Sample collection, DNA extraction, and sequencing

High-temperature, actively venting deep-sea hydrothermal deposits, a diffuse flow sample, and a water sample were collected from Brothers volcano (2018), the Eastern Lau Spreading Center (2005 and 2015), Guaymas Basin (2009), the Mid-Atlantic Ridge (2008), and the East Pacific Rise (2004 and 2006) as previously described (Flores et al., 2012a, Reysenbach et al., 2020). Expedition details, including identification numbers, research vessels, and submersibles utilized for sampling, are described in Table S1. Samples were processed [4] and DNA extraction was performed as previously described [4, 8, 25, 96].

Thermocouple array from Guaymas Basin

The thermocouple array experimental setup from Guaymas Basin in 2009 is described in Teske et al. [20].

Metagenomic assembling and binning

Reads from Brothers volcano and ELSC (2015) were quality-filtered using FastQC v.0.11.8 (https://www.bioinformatics.babraham.ac.uk/projects/fastqc/) and de novo assembled using metaSPAdes v.3.12.0 [97] with the settings “-k 21,33,55,77,99,127 -m 400 –meta”. Reads from ELSC (2005), MAR, EPR, and Guaymas Basin were assembled by the Department of Energy, Joint Genome Institute (JGI) using metaSPAdes v.3.11.1 with the settings “-k 33,55,77,99,127 –only-assembler –meta”. Individual assemblies were generated for each metagenomic dataset. MetaWRAP v.1.2.2 [98] was used to generate metagenome-assembled genomes (MAGs) from each assembly with the settings “–metabat2 –metabat1 –maxbin2”. DAS Tool v.1.0 [99] was then applied to screen the three sets of MAGs generated by MetaWRAP, resulting in consensus MAGs with a minimum scaffold length of 1000 bp.

Metagenome-assembled genome curation and quality assessment

CheckM v.1.0.7 [100] was used to assess MAG quality and screen for the presence of 16S rRNA genes. Erroneous SSU genes were then removed using RefineM v.0.0.20 [101], which was also used to identify and remove outlier scaffolds with abnormal coverage, tetranucleotide signals, and GC patterns from highly contaminated MAGs. GTDB-Tk v.1.5.0, data release 202 [17], was used to assign taxonomy to each MAG with default settings.
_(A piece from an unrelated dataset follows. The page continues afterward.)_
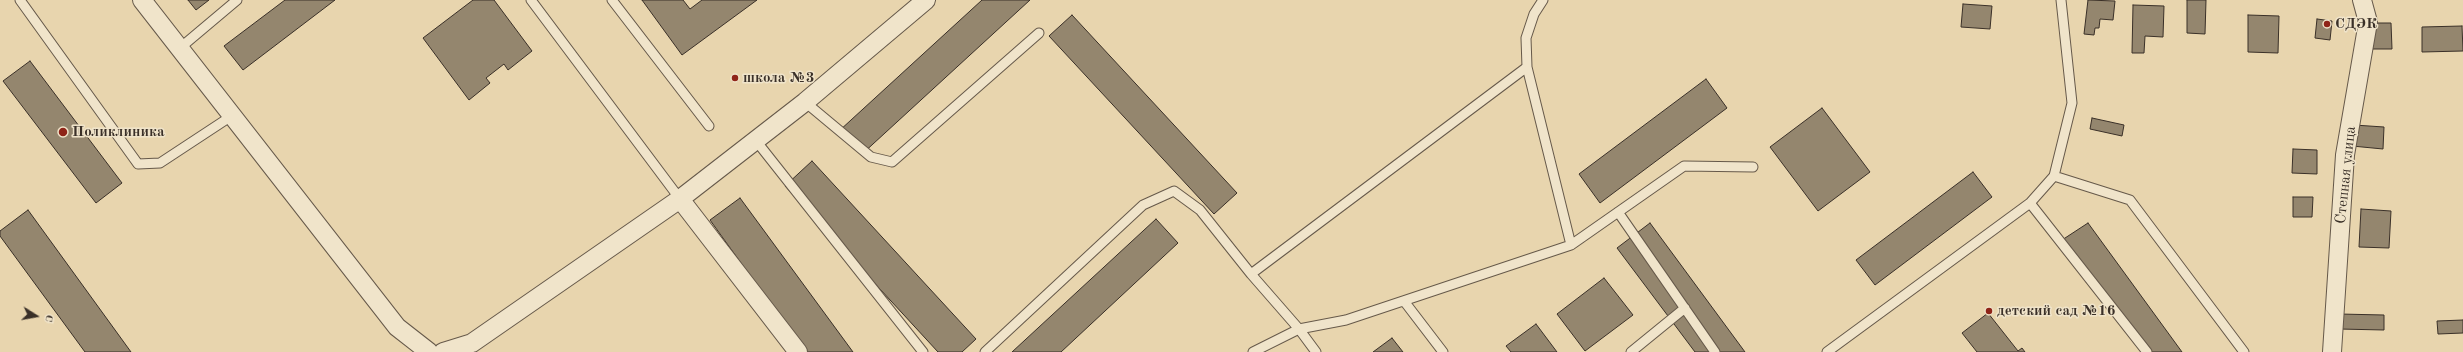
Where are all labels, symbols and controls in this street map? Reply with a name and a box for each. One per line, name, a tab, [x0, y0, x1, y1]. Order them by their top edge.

SSU sequences from each MAG were then re-parsed and annotated by SINA v.1.2.11 [102]. Scaffolds containing 16S rRNA gene sequences inconsistent with GTDB taxonomic classifications were deemed contaminants and were removed. Selected MAGs were then further refined and manually inspected by VizBin v.1.0.0 [103]. Final MAGs had an estimated ≥ 50% genome completion and ≤ 10% contamination, with completeness and contamination rounded to the nearest whole number.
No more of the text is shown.